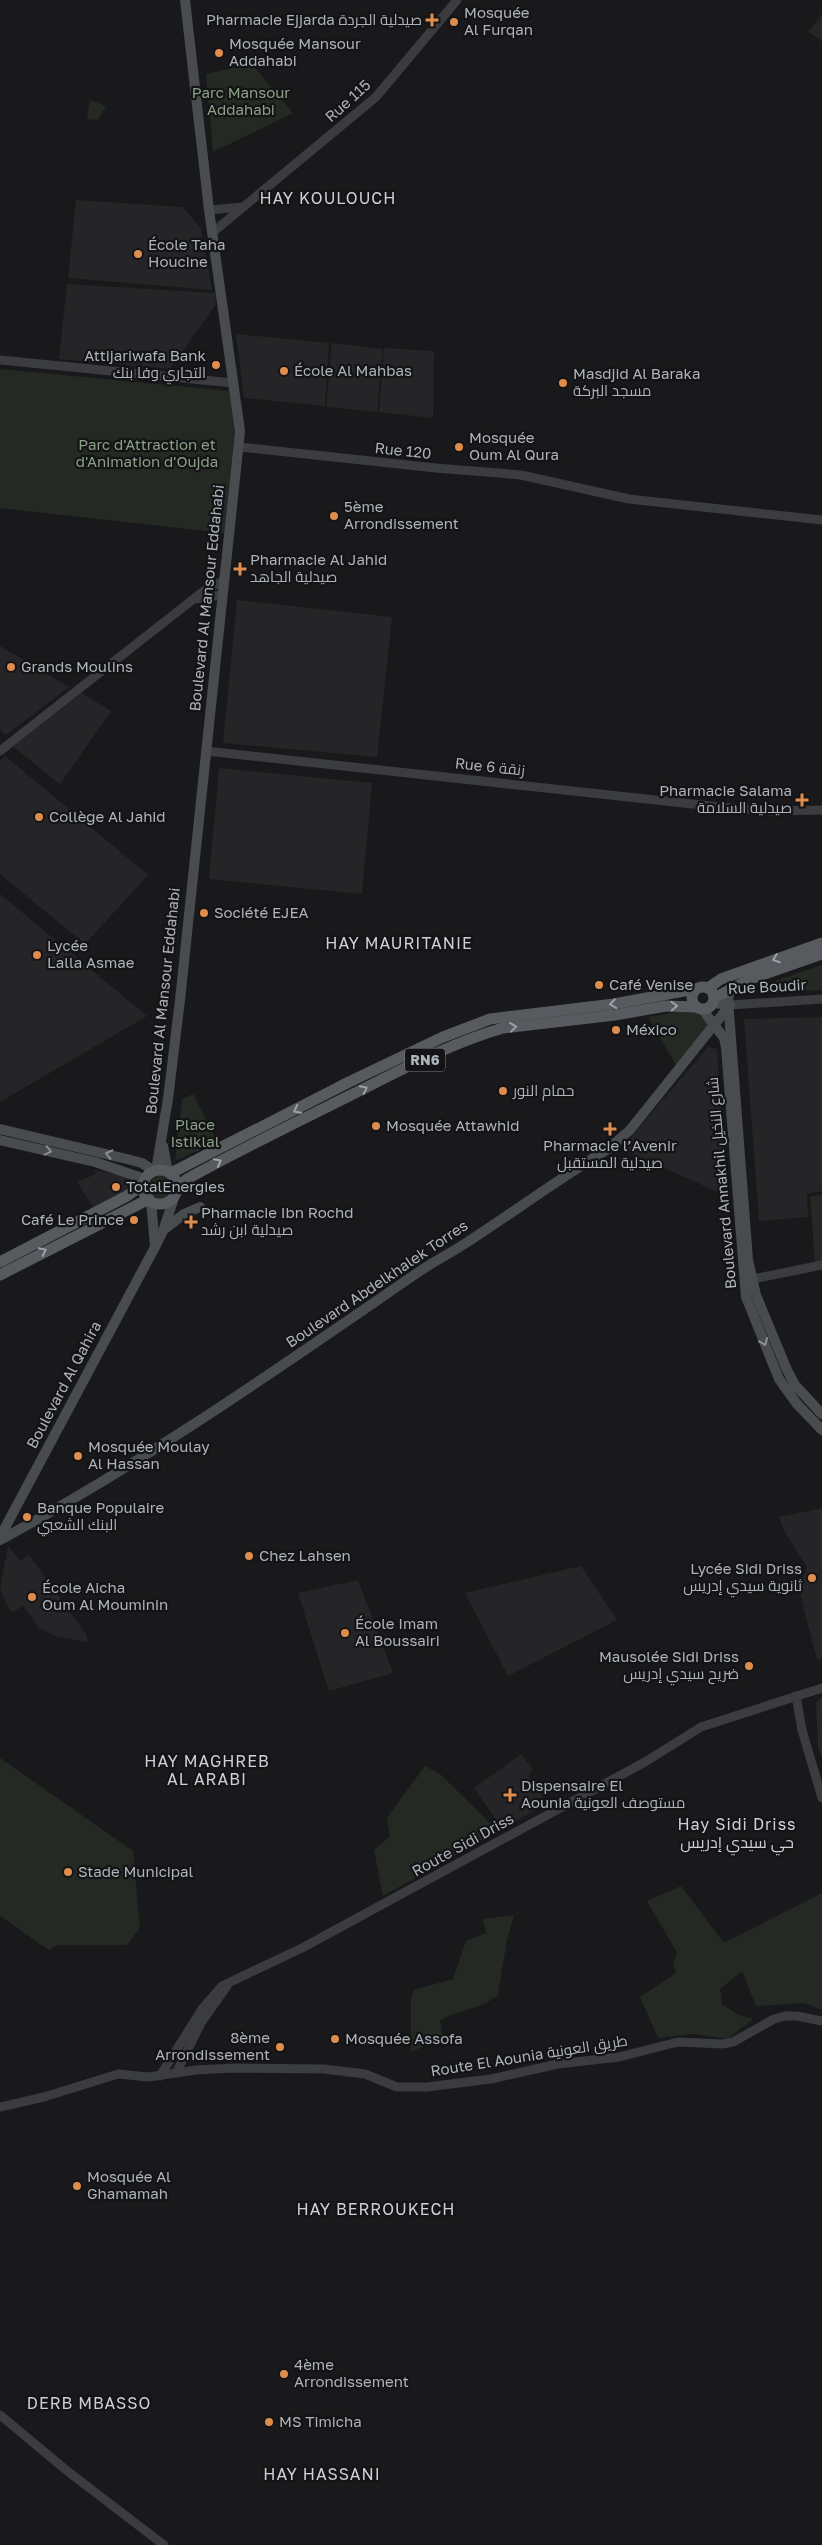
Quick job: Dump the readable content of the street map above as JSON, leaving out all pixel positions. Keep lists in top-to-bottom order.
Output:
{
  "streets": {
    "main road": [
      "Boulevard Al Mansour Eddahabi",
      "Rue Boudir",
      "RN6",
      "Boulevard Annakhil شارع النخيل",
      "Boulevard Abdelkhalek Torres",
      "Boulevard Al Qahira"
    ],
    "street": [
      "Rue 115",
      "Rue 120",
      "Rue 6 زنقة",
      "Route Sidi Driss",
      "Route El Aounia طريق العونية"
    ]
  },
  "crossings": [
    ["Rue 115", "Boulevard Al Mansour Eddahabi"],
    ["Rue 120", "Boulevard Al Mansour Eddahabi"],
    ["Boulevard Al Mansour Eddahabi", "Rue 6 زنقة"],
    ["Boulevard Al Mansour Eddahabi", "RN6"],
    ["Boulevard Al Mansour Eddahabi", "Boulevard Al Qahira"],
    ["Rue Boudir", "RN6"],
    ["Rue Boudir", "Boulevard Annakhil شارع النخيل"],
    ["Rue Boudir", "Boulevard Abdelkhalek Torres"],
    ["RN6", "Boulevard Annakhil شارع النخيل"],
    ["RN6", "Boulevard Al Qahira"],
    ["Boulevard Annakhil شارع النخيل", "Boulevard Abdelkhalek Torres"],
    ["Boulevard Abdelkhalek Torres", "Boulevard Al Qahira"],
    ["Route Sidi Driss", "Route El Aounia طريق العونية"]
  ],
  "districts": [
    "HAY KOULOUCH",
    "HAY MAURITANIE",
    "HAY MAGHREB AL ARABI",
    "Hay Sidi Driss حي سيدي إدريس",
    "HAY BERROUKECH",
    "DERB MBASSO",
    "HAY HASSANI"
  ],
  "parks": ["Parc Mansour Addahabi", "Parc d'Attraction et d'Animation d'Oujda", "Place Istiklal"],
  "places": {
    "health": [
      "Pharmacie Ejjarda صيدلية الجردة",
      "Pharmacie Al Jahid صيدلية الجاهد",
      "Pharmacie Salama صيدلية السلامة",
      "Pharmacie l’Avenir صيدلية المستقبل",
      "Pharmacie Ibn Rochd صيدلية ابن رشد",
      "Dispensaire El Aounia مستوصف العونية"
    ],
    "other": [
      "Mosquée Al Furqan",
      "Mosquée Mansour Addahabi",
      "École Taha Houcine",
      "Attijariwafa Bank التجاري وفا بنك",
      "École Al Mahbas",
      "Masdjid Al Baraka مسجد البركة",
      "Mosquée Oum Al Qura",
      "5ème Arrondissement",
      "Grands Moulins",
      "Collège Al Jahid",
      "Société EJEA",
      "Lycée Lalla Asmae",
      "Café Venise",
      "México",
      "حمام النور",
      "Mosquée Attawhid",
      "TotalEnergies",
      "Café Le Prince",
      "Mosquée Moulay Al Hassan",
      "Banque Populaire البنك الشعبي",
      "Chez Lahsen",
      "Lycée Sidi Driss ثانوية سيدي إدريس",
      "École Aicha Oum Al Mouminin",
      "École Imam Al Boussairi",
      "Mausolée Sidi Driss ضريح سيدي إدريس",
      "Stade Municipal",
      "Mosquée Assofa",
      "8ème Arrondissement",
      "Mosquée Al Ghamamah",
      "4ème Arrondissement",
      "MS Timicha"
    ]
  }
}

* * *

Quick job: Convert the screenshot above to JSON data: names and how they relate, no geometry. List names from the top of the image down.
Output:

## ASSIGNMENT
Based on the records above, count the lines in which "JSON" occurs and provide only the number.

## ANSWER TO THE EXERCISE
2